Records from a collection
━━━━━━━━━━━━━━━━━━━━

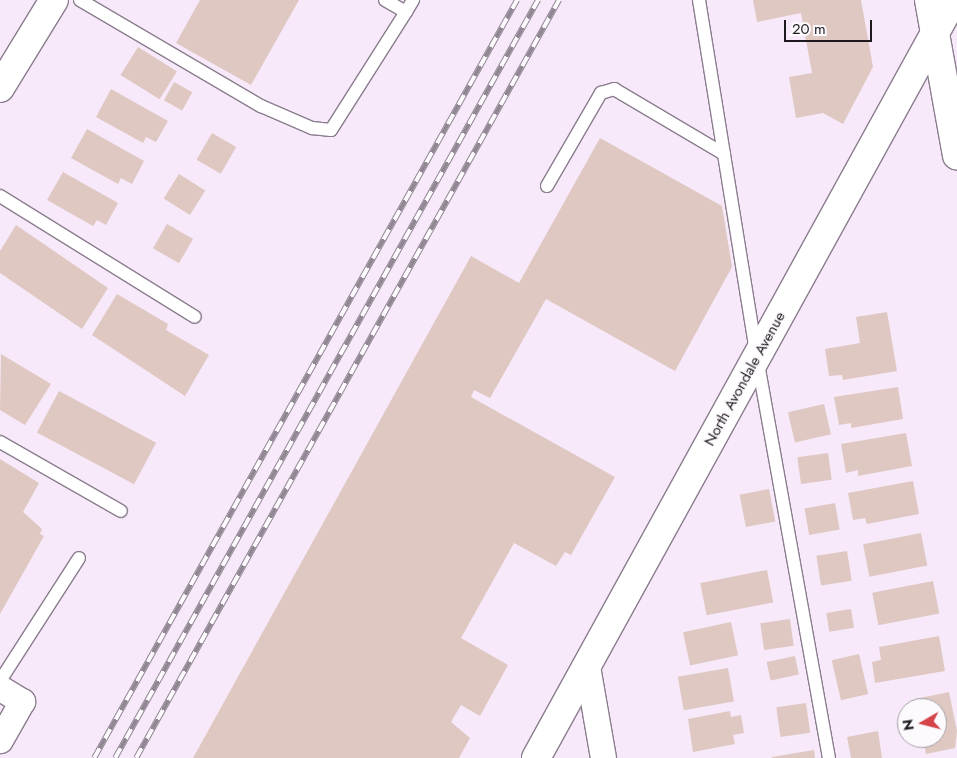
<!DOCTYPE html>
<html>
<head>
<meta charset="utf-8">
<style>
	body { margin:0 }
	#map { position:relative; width:957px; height:758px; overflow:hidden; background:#f7e9fa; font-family:Jost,sans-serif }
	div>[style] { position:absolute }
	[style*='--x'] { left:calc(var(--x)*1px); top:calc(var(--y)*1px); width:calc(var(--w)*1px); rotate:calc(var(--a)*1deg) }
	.building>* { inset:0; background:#dfc8c2; transform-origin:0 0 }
	.roads { filter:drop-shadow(1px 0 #8a7d8d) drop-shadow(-1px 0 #8a7d8d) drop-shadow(0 1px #8a7d8d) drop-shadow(0 -1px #8a7d8d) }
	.service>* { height:12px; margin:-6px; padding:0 6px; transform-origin:6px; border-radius:6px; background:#fff }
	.minor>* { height:25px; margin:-12.5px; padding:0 12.5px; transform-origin:12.5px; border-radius:12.5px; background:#fff }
	.tertiary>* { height:28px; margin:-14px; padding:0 14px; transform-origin:14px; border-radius:14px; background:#fff }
	.secondary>* { height:28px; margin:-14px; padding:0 14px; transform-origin:14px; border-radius:14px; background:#fff }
	.rail>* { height:5.5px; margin-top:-2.75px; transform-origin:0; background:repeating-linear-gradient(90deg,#fdfafe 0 11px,#918793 0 22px); box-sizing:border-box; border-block:1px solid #918793 }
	span { translate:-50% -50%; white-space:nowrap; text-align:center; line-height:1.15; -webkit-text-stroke:4px #fdfafe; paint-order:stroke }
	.street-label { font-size:15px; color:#1e191f }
	.north { position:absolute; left:897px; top:698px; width:50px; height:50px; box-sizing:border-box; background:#fdfafe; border:1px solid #a4a0a5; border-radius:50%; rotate:262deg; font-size:14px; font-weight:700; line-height:20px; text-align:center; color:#1e191f }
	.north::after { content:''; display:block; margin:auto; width:18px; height:22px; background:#d44449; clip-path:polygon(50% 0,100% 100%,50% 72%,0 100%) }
	.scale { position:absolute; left:784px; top:20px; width:88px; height:22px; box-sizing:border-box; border:2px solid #1e191f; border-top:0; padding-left:6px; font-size:15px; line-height:18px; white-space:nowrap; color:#1e191f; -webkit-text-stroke:4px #fdfafe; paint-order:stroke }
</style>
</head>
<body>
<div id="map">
	<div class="building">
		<div style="clip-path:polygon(200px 0,299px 0,251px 85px,176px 43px)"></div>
		<div style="clip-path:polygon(753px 0,861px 0,873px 67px,843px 124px,823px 113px,796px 118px,789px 77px,812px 73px,801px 13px,757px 22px)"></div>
		<div style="left:138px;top:47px;width:46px;height:33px;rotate:32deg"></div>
		<div style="left:174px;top:82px;width:21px;height:21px;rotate:29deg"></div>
		<div style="clip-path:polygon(111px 89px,168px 121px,156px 142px,146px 137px,143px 143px,96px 117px)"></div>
		<div style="clip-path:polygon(87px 129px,144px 161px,132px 184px,121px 178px,118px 184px,71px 158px)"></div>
		<div style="left:212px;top:133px;width:28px;height:31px;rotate:30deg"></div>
		<div style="clip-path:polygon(600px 138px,722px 206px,732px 267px,675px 371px,546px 299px,490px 398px,474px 390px,471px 397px,615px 477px,571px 555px,565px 552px,556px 566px,514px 543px,461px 638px,508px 665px,480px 716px,461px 705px,451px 722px,470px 738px,459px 758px,193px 758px,471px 256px,519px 283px)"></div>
		<div style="clip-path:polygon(63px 172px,118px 203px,106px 225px,97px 220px,93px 226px,47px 200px)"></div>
		<div style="left:179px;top:174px;width:31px;height:29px;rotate:32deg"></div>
		<div style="left:167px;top:224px;width:30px;height:28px;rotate:30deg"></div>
		<div style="clip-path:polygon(16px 225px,108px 288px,82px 329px,0 273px,0 251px)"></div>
		<div style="clip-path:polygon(117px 294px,168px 324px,166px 330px,209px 355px,185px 396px,92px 335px)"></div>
		<div style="clip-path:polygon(887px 312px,897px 371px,843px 380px,842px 375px,829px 376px,825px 349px,860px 343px,856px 317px)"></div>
		<div style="clip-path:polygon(1px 354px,51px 384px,25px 425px,0 410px)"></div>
		<div style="clip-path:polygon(898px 387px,903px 419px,851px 428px,851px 423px,839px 425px,834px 397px)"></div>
		<div style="left:59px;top:391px;width:110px;height:47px;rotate:28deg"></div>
		<div style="left:824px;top:404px;width:31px;height:37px;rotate:77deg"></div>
		<div style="clip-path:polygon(906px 433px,912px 466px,858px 476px,858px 470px,846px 473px,841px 444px)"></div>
		<div style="left:828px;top:453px;width:27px;height:31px;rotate:82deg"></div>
		<div style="clip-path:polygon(0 459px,39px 483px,23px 512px,42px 529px,40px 534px,44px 536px,0 614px)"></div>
		<div style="clip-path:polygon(913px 481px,919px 514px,867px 524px,865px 518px,853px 520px,848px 493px)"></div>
		<div style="left:769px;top:489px;width:33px;height:30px;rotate:79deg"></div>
		<div style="left:835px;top:503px;width:27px;height:31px;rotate:80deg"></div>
		<div style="left:921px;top:533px;width:33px;height:59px;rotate:79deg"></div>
		<div style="left:847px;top:551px;width:30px;height:31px;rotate:81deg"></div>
		<div style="left:767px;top:570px;width:33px;height:68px;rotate:79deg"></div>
		<div style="left:933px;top:581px;width:33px;height:62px;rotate:79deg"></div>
		<div style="left:851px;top:609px;width:19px;height:25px;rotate:81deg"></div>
		<div style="left:790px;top:619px;width:27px;height:30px;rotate:82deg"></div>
		<div style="left:731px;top:622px;width:34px;height:49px;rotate:78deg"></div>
		<div style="clip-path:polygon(939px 636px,945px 671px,875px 683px,872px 662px,881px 660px,879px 647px)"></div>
		<div style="left:859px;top:654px;width:41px;height:28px;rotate:77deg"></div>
		<div style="left:795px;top:656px;width:19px;height:29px;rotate:78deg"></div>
		<div style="left:728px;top:668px;width:34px;height:51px;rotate:80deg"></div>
		<div style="clip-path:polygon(949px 692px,957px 731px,955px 748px,926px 754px,923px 738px,937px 738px,937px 708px,916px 708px,915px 699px)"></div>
		<div style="left:806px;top:703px;width:30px;height:30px;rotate:82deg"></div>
		<div style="clip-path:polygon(730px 711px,731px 717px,741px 715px,744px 733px,733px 735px,735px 744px,693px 752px,688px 719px)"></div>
		<div style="clip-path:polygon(878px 731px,882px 758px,851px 758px,847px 737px)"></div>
		<div style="clip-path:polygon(814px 750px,815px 758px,772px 758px,772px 757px)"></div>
	</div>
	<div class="roads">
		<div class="service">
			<div style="--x:80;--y:0;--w:210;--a:30.4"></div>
			<div style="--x:261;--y:106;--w:56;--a:23.3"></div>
			<div style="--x:312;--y:128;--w:19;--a:6"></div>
			<div style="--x:331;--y:130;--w:140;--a:-57.6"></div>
			<div style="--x:385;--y:0;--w:24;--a:30"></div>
			<div style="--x:406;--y:12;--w:14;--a:-60"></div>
			<div style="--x:699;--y:0;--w:363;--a:80.8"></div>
			<div style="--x:757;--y:358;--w:406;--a:79.8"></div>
			<div style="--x:547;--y:186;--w:108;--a:-59.9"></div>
			<div style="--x:601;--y:93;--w:14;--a:-17"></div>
			<div style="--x:614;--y:89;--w:128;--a:30.6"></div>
			<div style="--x:0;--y:196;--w:229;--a:31.8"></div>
			<div style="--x:0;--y:442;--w:139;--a:29.7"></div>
			<div style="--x:0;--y:681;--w:146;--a:-57.3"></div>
		</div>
		<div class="minor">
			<div style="--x:587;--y:666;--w:93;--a:80.1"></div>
			<div style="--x:0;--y:688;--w:26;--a:31"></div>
			<div style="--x:22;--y:701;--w:45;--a:119.4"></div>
		</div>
		<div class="tertiary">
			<div style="--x:929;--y:0;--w:158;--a:79.8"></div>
			<div style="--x:536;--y:758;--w:865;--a:-61.18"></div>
		</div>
		<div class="secondary">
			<div style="--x:0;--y:88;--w:103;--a:-58.5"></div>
		</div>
	</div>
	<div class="rail">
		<div style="--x:94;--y:758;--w:868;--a:-60.84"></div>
		<div style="--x:115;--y:758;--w:868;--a:-60.84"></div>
		<div style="--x:136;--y:758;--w:868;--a:-60.84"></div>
	</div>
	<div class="street-label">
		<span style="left:745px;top:379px;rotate:-61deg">North Avondale Avenue</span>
	</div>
	<div class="north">N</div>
	<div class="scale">20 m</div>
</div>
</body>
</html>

━━━━━━━━━━━━━━━━━━━━

Exercise description :: Every line that contains the string "service" should be returned from the data.

Result for this exercise ::
	.service>* { height:12px; margin:-6px; padding:0 6px; transform-origin:6px; border-radius:6px; background:#fff }
		<div class="service">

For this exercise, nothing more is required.